TASK OBJECTIVE:
Your copy of the data should match it exactly, except that the pictures are gone.

DATA BLOCK:
==================================================
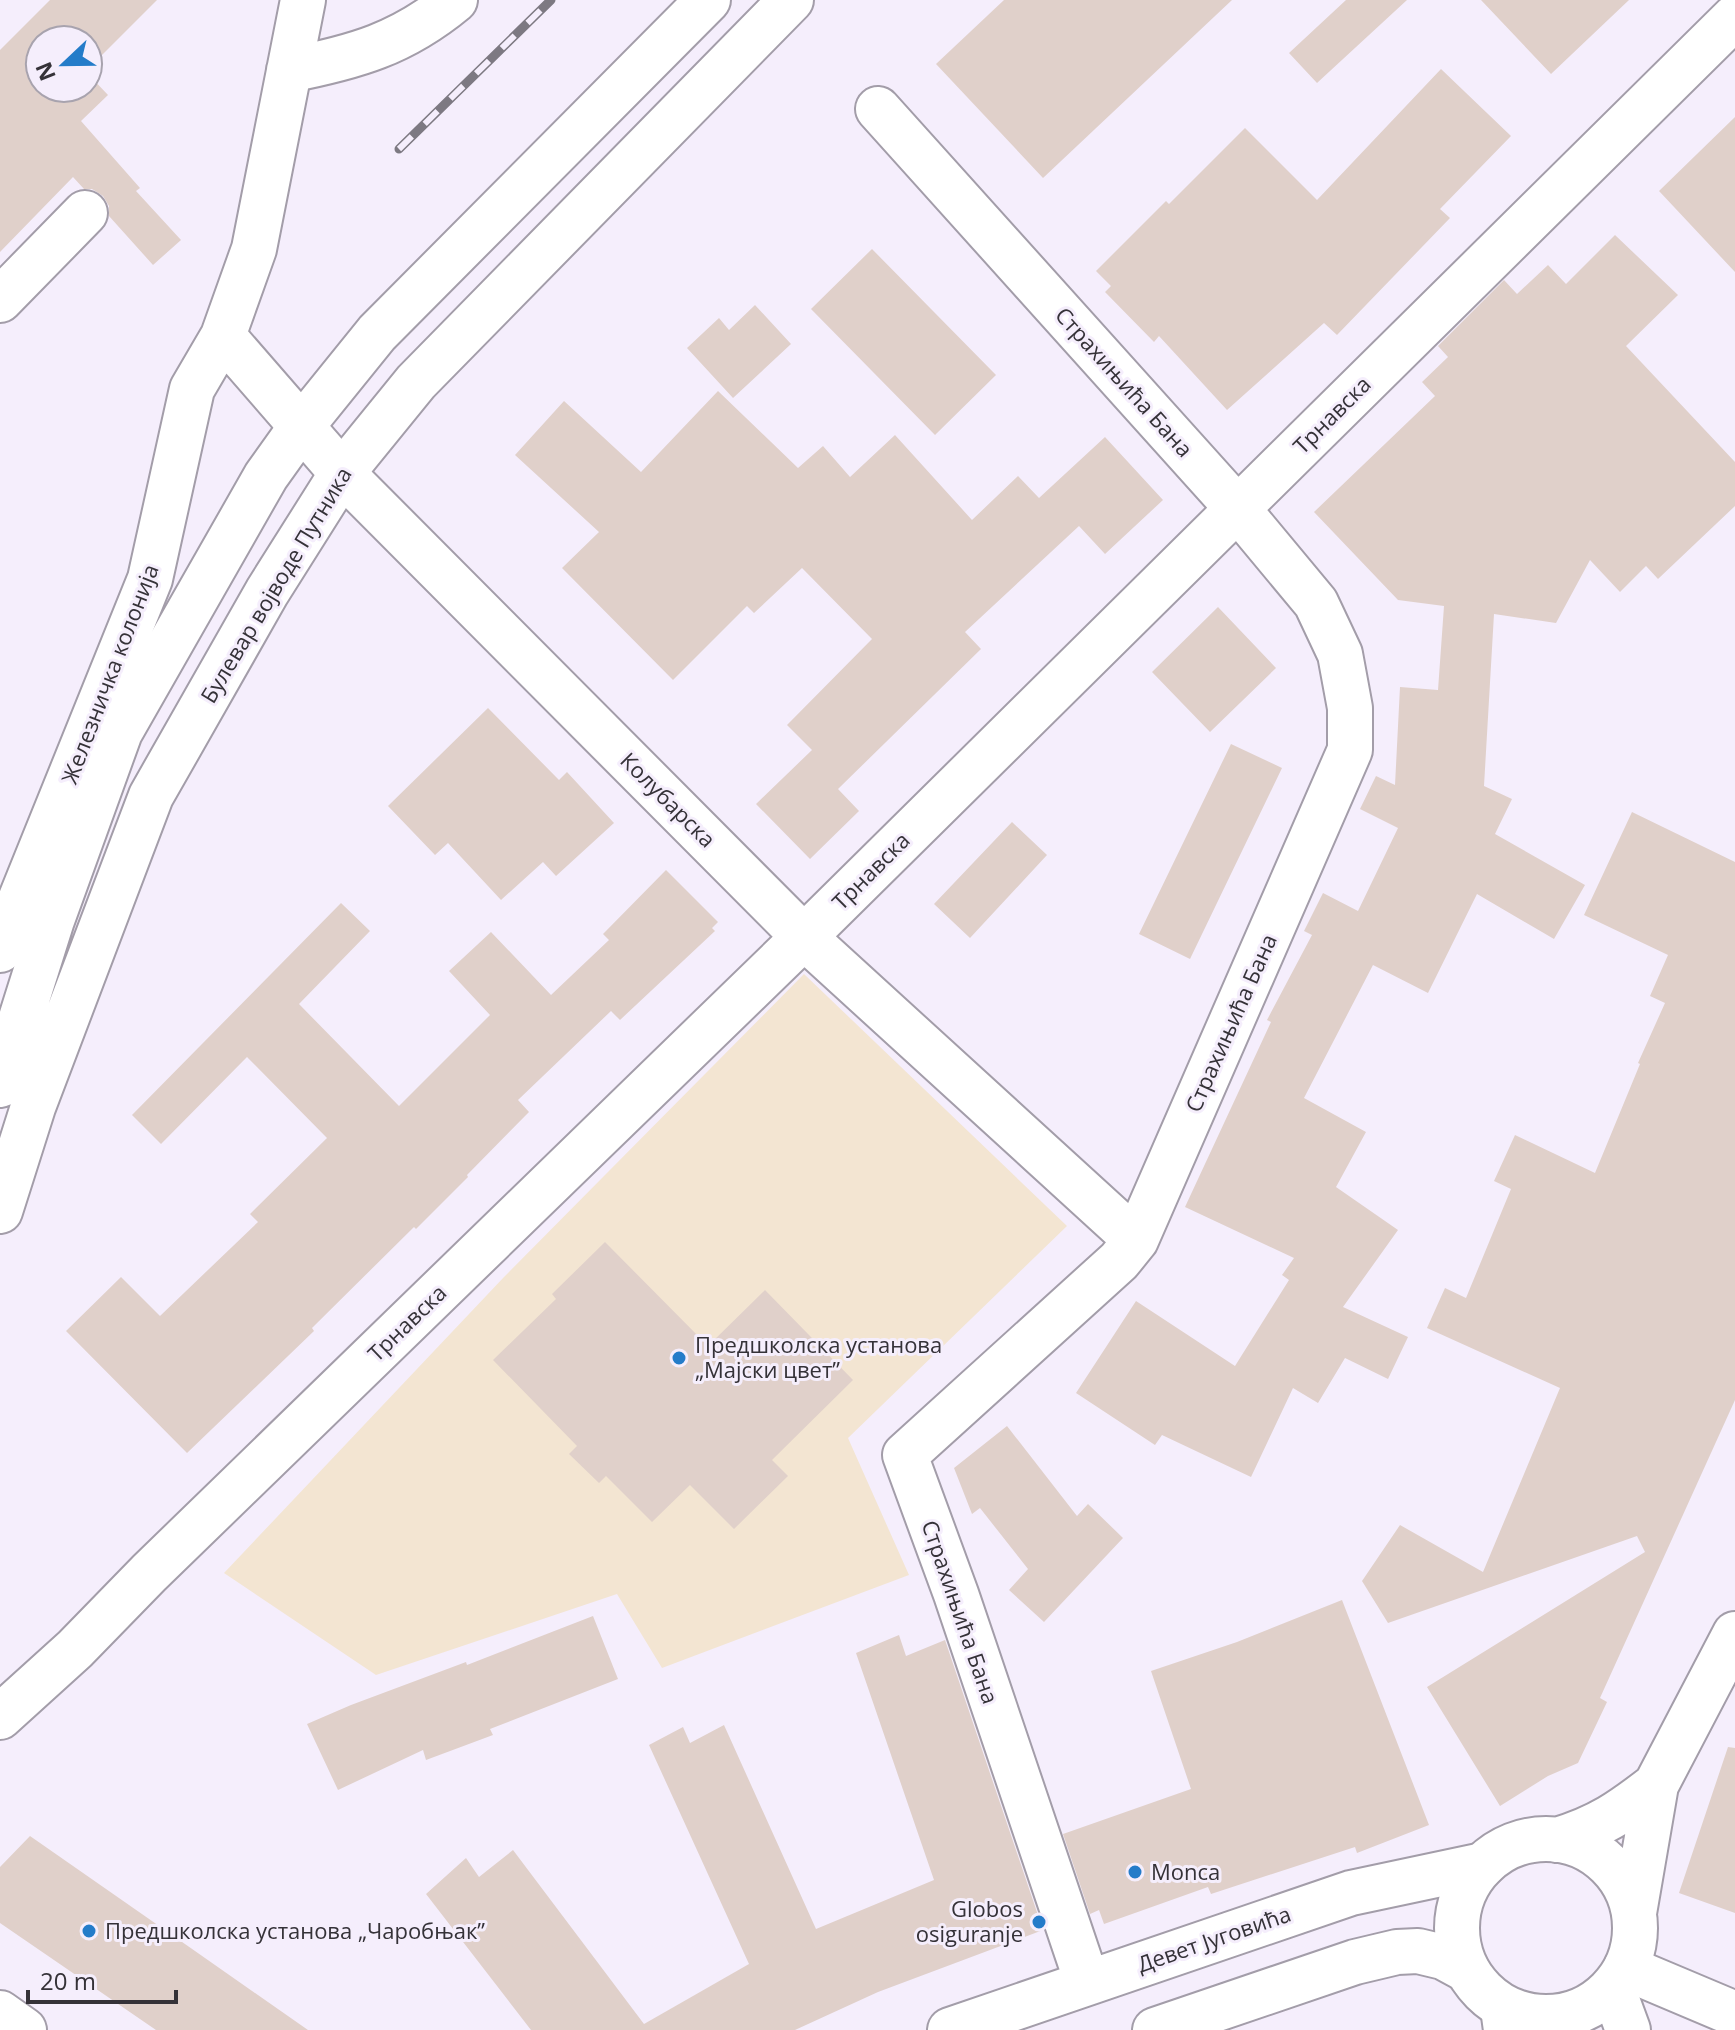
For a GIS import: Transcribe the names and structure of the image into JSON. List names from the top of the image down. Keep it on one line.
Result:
{"streets":{"street":["Страхињића Бана","Трнавска","Булевар војводе Путника","Железничка колонија","Колубарска","Девет Југовића"]},"crossings":[["Страхињића Бана","Трнавска"],["Страхињића Бана","Колубарска"],["Страхињића Бана","Девет Југовића"],["Трнавска","Колубарска"],["Булевар војводе Путника","Колубарска"],["Железничка колонија","Колубарска"]],"places":["Предшколска установа „Мајски цвет”","Monca","Globos osiguranje","Предшколска установа „Чаробњак”"],"scale_bar":"20 m","north":"left"}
==================================================
TASK OUTPUT:
For a GIS import: Transcribe the names and structure of the image into JSON. List names from the top of the image down. Keep it on one line.
Result:
{"streets":{"street":["Страхињића Бана","Трнавска","Булевар војводе Путника","Железничка колонија","Колубарска","Девет Југовића"]},"crossings":[["Страхињића Бана","Трнавска"],["Страхињића Бана","Колубарска"],["Страхињића Бана","Девет Југовића"],["Трнавска","Колубарска"],["Булевар војводе Путника","Колубарска"],["Железничка колонија","Колубарска"]],"places":["Предшколска установа „Мајски цвет”","Monca","Globos osiguranje","Предшколска установа „Чаробњак”"],"scale_bar":"20 m","north":"left"}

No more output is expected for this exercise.